== Source data ==
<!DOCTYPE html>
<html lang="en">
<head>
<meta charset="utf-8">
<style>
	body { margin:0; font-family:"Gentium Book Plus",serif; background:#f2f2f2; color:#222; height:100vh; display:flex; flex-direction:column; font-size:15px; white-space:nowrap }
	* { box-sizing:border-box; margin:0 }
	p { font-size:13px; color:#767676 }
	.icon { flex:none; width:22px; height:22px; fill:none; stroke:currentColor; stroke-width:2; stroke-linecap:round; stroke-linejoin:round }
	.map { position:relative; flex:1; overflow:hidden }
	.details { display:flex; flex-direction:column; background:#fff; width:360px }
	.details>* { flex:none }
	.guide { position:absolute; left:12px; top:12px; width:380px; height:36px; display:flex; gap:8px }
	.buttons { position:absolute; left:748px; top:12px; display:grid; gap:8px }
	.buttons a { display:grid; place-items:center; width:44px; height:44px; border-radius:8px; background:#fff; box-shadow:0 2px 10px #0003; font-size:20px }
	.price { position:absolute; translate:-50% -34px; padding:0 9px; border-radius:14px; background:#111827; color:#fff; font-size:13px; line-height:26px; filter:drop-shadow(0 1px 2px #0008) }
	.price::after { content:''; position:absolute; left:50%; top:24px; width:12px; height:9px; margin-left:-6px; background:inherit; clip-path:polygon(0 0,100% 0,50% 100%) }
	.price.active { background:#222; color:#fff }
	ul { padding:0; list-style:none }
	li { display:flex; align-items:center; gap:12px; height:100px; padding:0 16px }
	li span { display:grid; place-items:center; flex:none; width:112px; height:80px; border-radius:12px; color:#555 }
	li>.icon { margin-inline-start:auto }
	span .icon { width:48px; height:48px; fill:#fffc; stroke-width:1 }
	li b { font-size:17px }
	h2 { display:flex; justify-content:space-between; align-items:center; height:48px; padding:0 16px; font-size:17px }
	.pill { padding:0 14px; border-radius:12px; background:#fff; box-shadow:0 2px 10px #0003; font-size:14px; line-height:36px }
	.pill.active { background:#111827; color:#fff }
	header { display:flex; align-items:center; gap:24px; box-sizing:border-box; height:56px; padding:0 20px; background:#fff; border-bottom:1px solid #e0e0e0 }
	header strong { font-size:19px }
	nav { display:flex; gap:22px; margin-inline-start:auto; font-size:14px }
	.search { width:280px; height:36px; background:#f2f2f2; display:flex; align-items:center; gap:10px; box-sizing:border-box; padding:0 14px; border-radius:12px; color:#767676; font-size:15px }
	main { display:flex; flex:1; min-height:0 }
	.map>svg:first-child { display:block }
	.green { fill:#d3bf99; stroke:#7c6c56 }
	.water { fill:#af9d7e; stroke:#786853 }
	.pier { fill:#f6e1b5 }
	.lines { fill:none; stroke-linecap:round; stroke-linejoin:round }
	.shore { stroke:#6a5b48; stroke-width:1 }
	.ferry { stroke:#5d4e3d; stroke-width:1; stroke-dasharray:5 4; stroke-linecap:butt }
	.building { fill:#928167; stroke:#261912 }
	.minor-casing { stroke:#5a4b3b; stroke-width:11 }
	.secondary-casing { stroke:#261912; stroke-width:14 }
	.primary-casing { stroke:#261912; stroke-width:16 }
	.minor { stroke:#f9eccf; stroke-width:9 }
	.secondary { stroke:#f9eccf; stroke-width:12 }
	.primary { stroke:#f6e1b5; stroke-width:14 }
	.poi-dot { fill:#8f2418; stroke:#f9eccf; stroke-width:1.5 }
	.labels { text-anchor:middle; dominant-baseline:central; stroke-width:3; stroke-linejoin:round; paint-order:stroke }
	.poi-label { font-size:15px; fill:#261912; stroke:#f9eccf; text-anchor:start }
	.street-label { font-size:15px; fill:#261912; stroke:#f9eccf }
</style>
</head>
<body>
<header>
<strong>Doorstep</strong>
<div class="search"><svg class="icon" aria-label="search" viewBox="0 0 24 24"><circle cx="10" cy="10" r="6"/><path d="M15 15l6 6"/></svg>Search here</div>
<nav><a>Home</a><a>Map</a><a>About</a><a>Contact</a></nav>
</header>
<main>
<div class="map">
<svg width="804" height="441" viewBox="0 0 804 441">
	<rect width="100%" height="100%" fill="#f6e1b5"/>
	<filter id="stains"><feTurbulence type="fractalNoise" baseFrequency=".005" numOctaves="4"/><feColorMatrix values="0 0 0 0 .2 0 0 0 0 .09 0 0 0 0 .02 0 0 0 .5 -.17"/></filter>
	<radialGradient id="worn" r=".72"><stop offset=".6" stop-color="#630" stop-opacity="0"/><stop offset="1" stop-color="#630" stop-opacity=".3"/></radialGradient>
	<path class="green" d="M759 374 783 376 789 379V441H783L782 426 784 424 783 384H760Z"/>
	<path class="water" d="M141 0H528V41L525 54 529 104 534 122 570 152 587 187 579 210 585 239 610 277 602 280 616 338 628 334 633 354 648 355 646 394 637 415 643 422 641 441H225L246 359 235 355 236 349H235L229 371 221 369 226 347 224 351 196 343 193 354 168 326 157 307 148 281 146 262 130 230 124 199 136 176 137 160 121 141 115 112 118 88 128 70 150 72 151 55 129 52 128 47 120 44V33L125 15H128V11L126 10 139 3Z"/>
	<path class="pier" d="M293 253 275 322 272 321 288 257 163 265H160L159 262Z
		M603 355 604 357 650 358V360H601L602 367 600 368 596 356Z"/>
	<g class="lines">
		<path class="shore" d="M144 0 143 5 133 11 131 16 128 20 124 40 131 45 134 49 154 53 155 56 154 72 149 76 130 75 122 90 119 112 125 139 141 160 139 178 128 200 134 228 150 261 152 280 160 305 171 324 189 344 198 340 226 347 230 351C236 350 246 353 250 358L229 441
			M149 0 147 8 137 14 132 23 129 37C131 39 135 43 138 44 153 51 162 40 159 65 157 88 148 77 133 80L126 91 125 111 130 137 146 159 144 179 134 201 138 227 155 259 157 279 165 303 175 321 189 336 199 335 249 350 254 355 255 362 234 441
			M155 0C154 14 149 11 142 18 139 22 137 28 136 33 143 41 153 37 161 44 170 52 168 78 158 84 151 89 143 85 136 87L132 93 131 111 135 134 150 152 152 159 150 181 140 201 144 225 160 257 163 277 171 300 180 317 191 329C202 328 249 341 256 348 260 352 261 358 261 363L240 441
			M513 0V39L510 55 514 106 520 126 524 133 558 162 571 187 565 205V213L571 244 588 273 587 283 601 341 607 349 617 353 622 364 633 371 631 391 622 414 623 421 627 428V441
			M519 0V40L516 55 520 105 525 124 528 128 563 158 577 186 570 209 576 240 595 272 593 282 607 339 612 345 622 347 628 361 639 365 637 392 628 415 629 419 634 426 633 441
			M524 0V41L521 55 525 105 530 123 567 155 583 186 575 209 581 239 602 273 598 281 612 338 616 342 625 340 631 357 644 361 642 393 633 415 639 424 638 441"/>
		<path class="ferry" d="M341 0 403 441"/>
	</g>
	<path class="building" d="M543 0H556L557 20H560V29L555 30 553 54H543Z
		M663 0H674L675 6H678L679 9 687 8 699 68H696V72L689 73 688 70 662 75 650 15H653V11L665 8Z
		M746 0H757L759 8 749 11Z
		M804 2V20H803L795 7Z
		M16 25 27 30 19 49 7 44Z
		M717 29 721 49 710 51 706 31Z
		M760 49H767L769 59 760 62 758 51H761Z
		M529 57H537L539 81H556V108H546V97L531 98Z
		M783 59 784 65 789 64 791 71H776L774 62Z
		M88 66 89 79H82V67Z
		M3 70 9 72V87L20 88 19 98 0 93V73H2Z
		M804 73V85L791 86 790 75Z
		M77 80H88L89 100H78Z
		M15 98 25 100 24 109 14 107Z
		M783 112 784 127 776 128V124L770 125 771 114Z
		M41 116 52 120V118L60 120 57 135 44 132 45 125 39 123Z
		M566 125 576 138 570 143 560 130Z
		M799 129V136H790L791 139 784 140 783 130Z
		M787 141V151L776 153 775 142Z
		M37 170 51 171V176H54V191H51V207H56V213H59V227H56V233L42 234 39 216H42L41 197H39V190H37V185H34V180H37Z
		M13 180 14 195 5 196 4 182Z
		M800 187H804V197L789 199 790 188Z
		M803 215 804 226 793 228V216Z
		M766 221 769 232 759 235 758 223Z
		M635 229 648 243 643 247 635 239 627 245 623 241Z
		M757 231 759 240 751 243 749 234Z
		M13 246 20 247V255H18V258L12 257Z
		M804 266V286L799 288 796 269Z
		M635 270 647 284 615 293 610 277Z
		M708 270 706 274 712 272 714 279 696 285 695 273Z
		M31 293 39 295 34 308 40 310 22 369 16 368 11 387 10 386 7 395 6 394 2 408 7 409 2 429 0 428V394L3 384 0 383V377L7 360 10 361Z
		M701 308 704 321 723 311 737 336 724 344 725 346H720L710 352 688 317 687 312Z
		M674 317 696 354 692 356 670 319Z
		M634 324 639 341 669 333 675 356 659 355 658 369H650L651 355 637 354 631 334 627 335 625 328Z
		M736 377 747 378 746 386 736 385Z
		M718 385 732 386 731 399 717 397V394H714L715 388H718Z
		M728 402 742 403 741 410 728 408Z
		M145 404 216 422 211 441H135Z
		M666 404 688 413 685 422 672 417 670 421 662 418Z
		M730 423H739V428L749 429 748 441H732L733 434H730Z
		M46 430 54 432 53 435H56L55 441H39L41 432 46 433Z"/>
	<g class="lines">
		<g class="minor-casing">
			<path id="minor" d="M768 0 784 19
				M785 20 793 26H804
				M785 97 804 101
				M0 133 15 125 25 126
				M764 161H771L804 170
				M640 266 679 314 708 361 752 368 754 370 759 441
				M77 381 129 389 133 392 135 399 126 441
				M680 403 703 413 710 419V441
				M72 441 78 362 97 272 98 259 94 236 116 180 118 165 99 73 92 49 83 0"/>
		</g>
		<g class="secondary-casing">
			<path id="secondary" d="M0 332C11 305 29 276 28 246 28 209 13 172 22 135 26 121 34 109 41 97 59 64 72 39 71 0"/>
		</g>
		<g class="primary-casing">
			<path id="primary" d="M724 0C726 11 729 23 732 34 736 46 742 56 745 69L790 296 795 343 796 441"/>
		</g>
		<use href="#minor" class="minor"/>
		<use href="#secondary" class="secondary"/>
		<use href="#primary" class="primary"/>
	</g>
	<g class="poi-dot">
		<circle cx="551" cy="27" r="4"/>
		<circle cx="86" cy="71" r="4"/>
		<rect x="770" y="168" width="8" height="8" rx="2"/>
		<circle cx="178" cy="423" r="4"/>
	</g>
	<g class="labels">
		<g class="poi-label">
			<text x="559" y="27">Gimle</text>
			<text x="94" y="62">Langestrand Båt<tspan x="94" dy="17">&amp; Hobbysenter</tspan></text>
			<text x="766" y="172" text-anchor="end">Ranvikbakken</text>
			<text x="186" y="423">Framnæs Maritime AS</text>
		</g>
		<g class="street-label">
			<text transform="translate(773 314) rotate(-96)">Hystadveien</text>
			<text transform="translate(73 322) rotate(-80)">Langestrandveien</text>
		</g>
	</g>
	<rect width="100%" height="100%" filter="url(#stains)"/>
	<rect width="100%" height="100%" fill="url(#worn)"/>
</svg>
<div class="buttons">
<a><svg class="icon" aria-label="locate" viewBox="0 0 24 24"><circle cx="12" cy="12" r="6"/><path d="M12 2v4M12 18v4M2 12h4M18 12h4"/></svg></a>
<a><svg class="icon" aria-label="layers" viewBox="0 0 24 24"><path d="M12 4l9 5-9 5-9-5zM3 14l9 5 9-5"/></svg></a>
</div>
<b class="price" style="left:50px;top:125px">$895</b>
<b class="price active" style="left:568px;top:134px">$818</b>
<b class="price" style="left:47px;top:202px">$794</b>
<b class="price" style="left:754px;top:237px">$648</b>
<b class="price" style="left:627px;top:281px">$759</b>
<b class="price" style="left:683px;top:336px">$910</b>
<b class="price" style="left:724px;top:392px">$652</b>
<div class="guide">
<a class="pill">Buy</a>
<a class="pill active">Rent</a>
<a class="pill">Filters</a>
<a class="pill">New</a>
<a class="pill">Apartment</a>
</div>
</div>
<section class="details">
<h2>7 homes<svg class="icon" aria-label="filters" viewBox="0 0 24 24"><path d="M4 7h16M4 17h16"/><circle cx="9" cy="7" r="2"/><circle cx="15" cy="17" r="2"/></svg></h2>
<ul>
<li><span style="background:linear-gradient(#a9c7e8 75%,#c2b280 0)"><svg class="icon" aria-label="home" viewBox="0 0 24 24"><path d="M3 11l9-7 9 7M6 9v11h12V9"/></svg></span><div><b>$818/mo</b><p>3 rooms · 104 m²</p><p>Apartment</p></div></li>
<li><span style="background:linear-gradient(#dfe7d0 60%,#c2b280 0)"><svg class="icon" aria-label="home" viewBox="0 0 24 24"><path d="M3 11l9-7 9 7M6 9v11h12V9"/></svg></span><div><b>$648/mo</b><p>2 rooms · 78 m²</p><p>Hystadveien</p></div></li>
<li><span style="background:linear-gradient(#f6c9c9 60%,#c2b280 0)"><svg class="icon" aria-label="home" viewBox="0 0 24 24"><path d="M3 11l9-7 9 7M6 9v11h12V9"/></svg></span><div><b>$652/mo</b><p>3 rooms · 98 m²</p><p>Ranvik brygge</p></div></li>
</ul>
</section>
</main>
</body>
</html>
===
## The task
Everything above from the line containing "M804 266V286L799 288 796 269Z" down to the line containing "M728 402 742 403 741 410 728 408Z" should be copied exactly, both end lines included, and nothing else.

## Exercise answer
		M804 266V286L799 288 796 269Z
		M635 270 647 284 615 293 610 277Z
		M708 270 706 274 712 272 714 279 696 285 695 273Z
		M31 293 39 295 34 308 40 310 22 369 16 368 11 387 10 386 7 395 6 394 2 408 7 409 2 429 0 428V394L3 384 0 383V377L7 360 10 361Z
		M701 308 704 321 723 311 737 336 724 344 725 346H720L710 352 688 317 687 312Z
		M674 317 696 354 692 356 670 319Z
		M634 324 639 341 669 333 675 356 659 355 658 369H650L651 355 637 354 631 334 627 335 625 328Z
		M736 377 747 378 746 386 736 385Z
		M718 385 732 386 731 399 717 397V394H714L715 388H718Z
		M728 402 742 403 741 410 728 408Z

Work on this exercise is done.